VICE News crew faces terrorism accusations in Turkey
Reporters on assignment for VICE News in southeast Turkey are scheduled to appear in court Monday to face accusations of terrorism, allegations the international media company says are unsubstantiated.
The VICE crew was reporting in the city of Diyarbakir in the country's predominantly Kurdish region when they were arrested for lack of proper government identification, "security sources" told Reuters Friday.
Two journalists from VICE UK, British citizens Jake Hanrahan and Philip Pendlebury, are among the crew. Along with a translator and one other colleague, they were reporting on escalating tensions between police and the youth wing of a pro-Kurdistan Workers' Party.
No formal charges have been filed against the journalists yet, according to a spokesman for VICE News.
Since news of the journalists' arrests spread Friday, several advocacy groups have called for their immediate release. In a statement, the Committee to Protect Journalists condemned Turkish authorities for imprisoning the crew, citing newsworthy reporting of interest to domestic and international audiences.
The CPJ dispatch, which cites the Turkish newspaper Hürriyet, says the journalists were questioned by anti-terrorism police at the Diyarbakır Police General Directorate.
Turkish authorities have in the last decade accused several journalists of associating with Kurdish organizations and imprisoned many of them on charges of spreading anti-state propaganda. As of 2014, seven journalists remained jailed in Turkey, according to the Committee to Protect Journalists.

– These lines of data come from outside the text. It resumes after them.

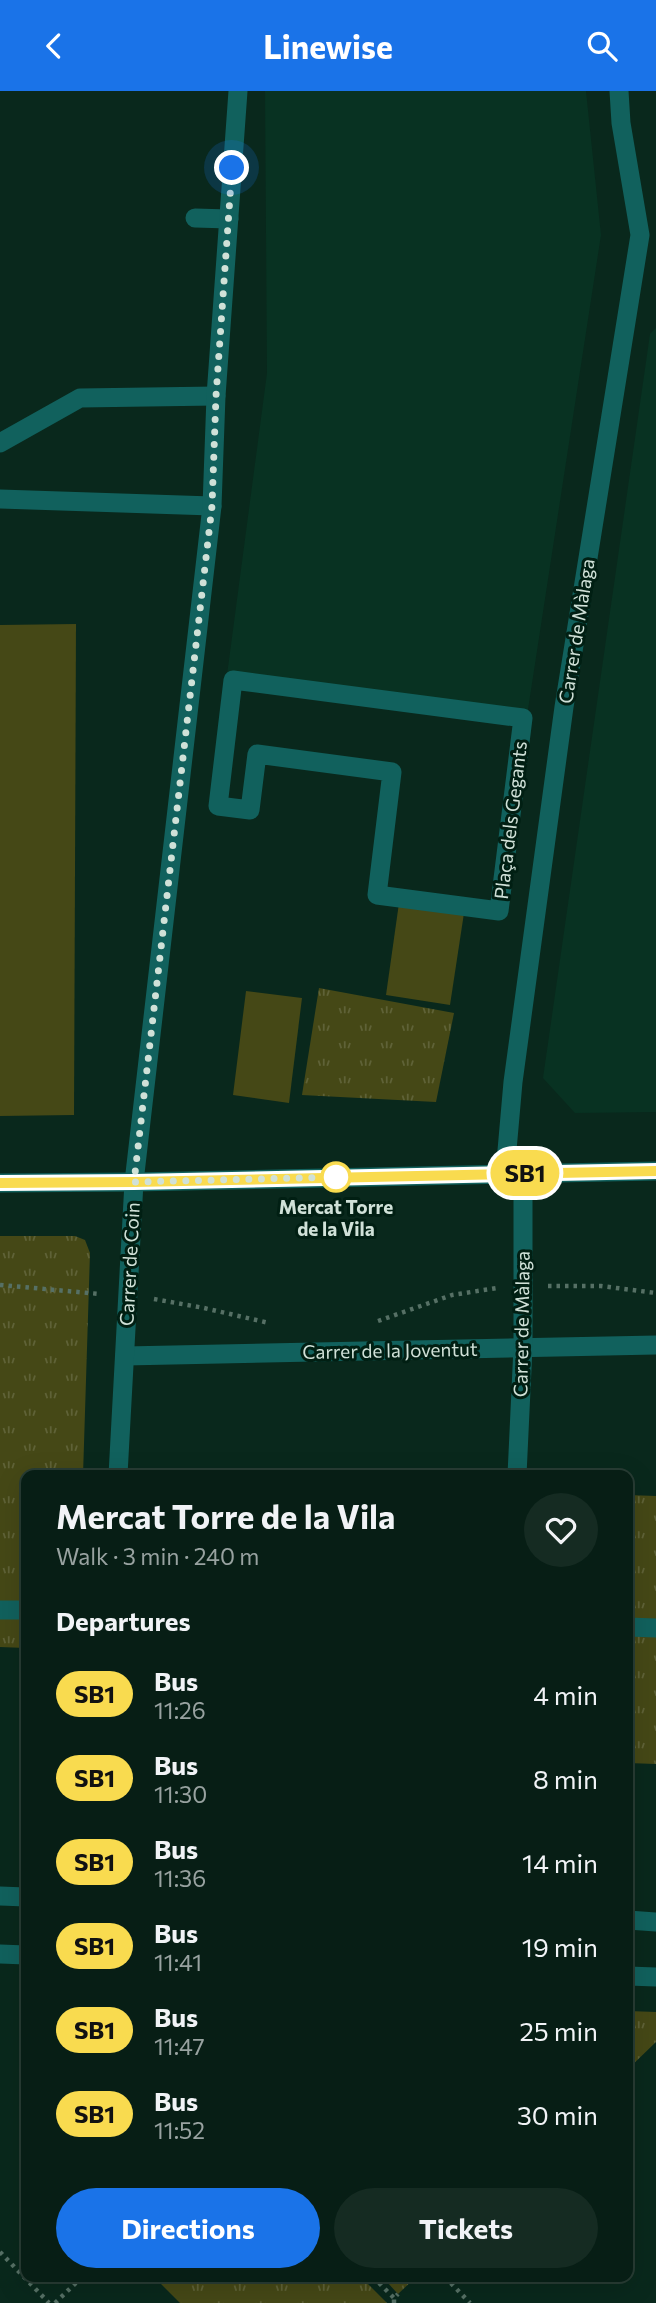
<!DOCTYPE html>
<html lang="en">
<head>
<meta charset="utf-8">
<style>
	:root { --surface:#071e15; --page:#152b22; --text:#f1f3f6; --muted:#98a2a0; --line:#283c34; --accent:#1a73e8 }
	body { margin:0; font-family:Commissioner,sans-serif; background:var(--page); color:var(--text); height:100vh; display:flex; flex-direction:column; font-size:26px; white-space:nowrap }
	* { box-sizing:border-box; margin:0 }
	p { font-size:23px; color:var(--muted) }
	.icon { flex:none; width:38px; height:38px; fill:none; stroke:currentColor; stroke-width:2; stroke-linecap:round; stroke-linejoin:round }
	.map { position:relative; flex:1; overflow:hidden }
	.drawer { position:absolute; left:21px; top:1379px; width:612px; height:812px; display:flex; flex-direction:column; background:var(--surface); border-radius:14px; box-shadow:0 7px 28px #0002,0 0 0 2px var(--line) }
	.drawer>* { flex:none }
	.badge { padding:0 14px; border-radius:23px; font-size:24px; line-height:46px }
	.you { position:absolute; width:35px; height:35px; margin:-18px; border:5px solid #fff; border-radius:50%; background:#1a73e8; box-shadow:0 0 0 10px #1a73e833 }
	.map>.badge { position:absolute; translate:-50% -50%; box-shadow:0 0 0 4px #fff }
	h2 { padding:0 35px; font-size:26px; line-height:63px }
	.round { display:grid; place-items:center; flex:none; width:74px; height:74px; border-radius:37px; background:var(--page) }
	.summary { display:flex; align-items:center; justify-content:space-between; height:119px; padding:0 35px }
	h1 { font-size:33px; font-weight:700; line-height:52px }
	.button { display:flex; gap:14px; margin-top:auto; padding:14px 35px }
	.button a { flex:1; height:80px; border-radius:42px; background:var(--accent); color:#fff; font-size:28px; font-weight:700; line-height:80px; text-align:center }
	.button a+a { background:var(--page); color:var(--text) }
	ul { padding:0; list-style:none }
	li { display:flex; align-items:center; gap:21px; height:84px; padding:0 35px }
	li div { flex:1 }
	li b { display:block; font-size:26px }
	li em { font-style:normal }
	li .badge { min-width:77px; font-weight:700; text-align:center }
	header { display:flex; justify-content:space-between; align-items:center; height:91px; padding:0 35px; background:var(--accent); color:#fff; font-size:32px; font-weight:700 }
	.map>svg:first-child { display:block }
	.built { fill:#083222 }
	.grass { fill:url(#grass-tufts) }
	.garden { fill:#454816 }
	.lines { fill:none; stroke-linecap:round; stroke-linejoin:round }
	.path { stroke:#567065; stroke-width:4.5; stroke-dasharray:3.5 5; stroke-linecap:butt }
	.pedestrian { stroke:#11615d; stroke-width:19 }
	.minor { stroke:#11615d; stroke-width:19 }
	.line-casing { stroke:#fff; stroke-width:16 }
	.line { stroke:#f9db4f; stroke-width:10 }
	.walk { stroke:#d0e1d8; stroke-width:7; stroke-dasharray:0 12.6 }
	.stop-dot { fill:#fff; stroke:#f9db4f; stroke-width:3.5 }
	.labels { text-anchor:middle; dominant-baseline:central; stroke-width:6; stroke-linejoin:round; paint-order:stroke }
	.street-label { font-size:19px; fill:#d0e1d8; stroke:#011f13 }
	.stop-label { font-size:19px; font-weight:bold; fill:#d0e1d8; stroke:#011f13 }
</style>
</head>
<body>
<header><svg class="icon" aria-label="back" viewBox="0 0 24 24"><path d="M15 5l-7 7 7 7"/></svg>Linewise<svg class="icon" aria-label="search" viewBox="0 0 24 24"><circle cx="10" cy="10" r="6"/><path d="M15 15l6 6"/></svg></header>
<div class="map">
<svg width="656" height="2212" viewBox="0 0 656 2212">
	<defs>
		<pattern id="grass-tufts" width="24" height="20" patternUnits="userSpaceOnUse" patternTransform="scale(1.75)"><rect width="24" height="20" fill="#454816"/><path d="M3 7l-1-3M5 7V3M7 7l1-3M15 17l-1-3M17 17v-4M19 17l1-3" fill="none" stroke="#5f6237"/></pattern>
	</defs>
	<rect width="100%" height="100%" fill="#09281c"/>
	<!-- built -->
	<g class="built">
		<polygon points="265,0 586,0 601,144 527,625 227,584 267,282"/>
		<polygon points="656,237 656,1021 575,1022 543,987 650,243"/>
	</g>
	<!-- grass -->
	<g class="grass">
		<polygon points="319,897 454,922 436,1011 302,1004"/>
		<polygon points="0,1145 75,1145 85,1149 90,1162 83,1384 26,1384 26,1557 0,1556"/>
		<polygon points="628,1404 656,1405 656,1673 628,1672"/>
		<polygon points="628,1920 656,1921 656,1951 628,1978"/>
		<polygon points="154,2186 361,2186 387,2212 180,2212"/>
		<polygon points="392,2186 416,2186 398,2203 387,2191"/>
	</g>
	<!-- garden -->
	<g class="garden">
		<polygon points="76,533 74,1024 0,1025 0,534"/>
		<polygon points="399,812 464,822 450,914 386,904"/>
		<polygon points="246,900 302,907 289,1012 233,1004"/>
	</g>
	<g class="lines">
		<!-- path -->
		<g class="path">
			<polyline points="0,1194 100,1203"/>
			<polyline points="548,1195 601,1195 656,1202"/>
			<polyline points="154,1208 204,1217 269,1232"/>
			<polyline points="378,1230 452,1204 497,1197"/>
			<polyline points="0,2161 49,2212"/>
			<polyline points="373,2186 394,2207"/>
			<polyline points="445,2186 470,2212"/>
			<polyline points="55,2212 82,2186"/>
			<polyline points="394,2212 394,2207 398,2203"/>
		</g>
		<!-- pedestrian -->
		<g class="pedestrian">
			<polygon points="233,589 523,627 499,820 377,804 392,681 257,663 250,719 218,715"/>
			<polyline points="0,1519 26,1519"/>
			<polyline points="628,1536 656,1537"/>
		</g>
		<!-- minor -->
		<g class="minor">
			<polyline points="195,127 229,128"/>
			<polyline points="0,352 80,307 216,305"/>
			<polyline points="0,408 212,415"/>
			<polyline points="505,1082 513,991 564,616 640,144 621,32 619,0"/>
			<polyline points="0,1092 134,1091 656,1080"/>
			<polyline points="125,1265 656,1254"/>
			<polyline points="118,1384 134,1091 212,415 216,305 238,0"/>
			<polyline points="517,1384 523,1256 523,1082"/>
			<polyline points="0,1805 26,1806"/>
			<polyline points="628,1829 656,1831"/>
			<polyline points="0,1863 26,1864"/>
			<polyline points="628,1885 656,1886"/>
		</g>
	</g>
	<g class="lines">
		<!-- line casing -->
		<g class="line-casing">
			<polyline id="line" points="0,1092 134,1091 656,1080"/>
		</g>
		<!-- line -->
		<use href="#line" class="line"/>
		<!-- walk -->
		<polyline class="walk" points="232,77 216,305 212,415 134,1091 340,1086 336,1086"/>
	</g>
	<!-- markers -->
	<circle class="stop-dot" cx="336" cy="1086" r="14"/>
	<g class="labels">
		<!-- street labels -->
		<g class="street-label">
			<text transform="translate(576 540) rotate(-81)">Carrer de Màlaga</text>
			<text transform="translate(510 729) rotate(-83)">Plaça dels Gegants</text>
			<text transform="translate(129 1173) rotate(-87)">Carrer de Coin</text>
			<text transform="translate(521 1233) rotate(-89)">Carrer de Màlaga</text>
			<text transform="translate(390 1259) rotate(-1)">Carrer de la Joventut</text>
		</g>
		<!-- stop labels -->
		<g class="stop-label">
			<text x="336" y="1115">Mercat Torre<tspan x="336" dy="22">de la Vila</tspan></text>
		</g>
	</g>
</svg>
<div class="you" style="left:232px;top:77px"></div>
<b class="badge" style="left:525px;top:1082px;background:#f9db4f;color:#111">SB1</b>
<section class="drawer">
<div class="summary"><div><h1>Mercat Torre de la Vila</h1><p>Walk · 3 min · 240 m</p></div><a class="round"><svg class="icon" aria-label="heart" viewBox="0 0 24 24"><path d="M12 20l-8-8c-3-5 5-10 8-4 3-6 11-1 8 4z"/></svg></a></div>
<h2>Departures</h2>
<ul>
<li><span class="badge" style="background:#f9db4f;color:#111">SB1</span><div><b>Bus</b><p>11:26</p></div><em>4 min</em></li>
<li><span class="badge" style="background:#f9db4f;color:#111">SB1</span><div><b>Bus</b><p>11:30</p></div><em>8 min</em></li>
<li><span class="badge" style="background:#f9db4f;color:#111">SB1</span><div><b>Bus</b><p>11:36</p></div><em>14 min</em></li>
<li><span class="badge" style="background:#f9db4f;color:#111">SB1</span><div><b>Bus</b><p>11:41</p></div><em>19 min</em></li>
<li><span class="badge" style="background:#f9db4f;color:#111">SB1</span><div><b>Bus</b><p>11:47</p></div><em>25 min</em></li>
<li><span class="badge" style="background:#f9db4f;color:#111">SB1</span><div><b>Bus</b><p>11:52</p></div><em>30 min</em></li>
</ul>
<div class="button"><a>Directions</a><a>Tickets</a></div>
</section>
</div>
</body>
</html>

VICE is well-known for publishing reports from correspondents who travel to international hotspots and other elusive locales. In recent years, VICE journalists have reported from inside the Islamic State, Afghanistan and Liberia. Shane Smith, CEO of VICE Media, has himself ventured to North Korea and Liberia.
Word of the charges facing the VICE crew comes as the fate of another Western journalist based in the Middle East hangs in the balance. Jason Rezaian, Tehran bureau chief for The Washington Post, awaits a verdict from Iran's Revolutionary Court on charges of espionage. Those accusations have been roundly dismissed by American journalists and journalism advocates; Post Executive Editor Martin Baron called the circumstances of Rezaian's trial "Kafkaesque."
This post has been updated to include information from VICE News.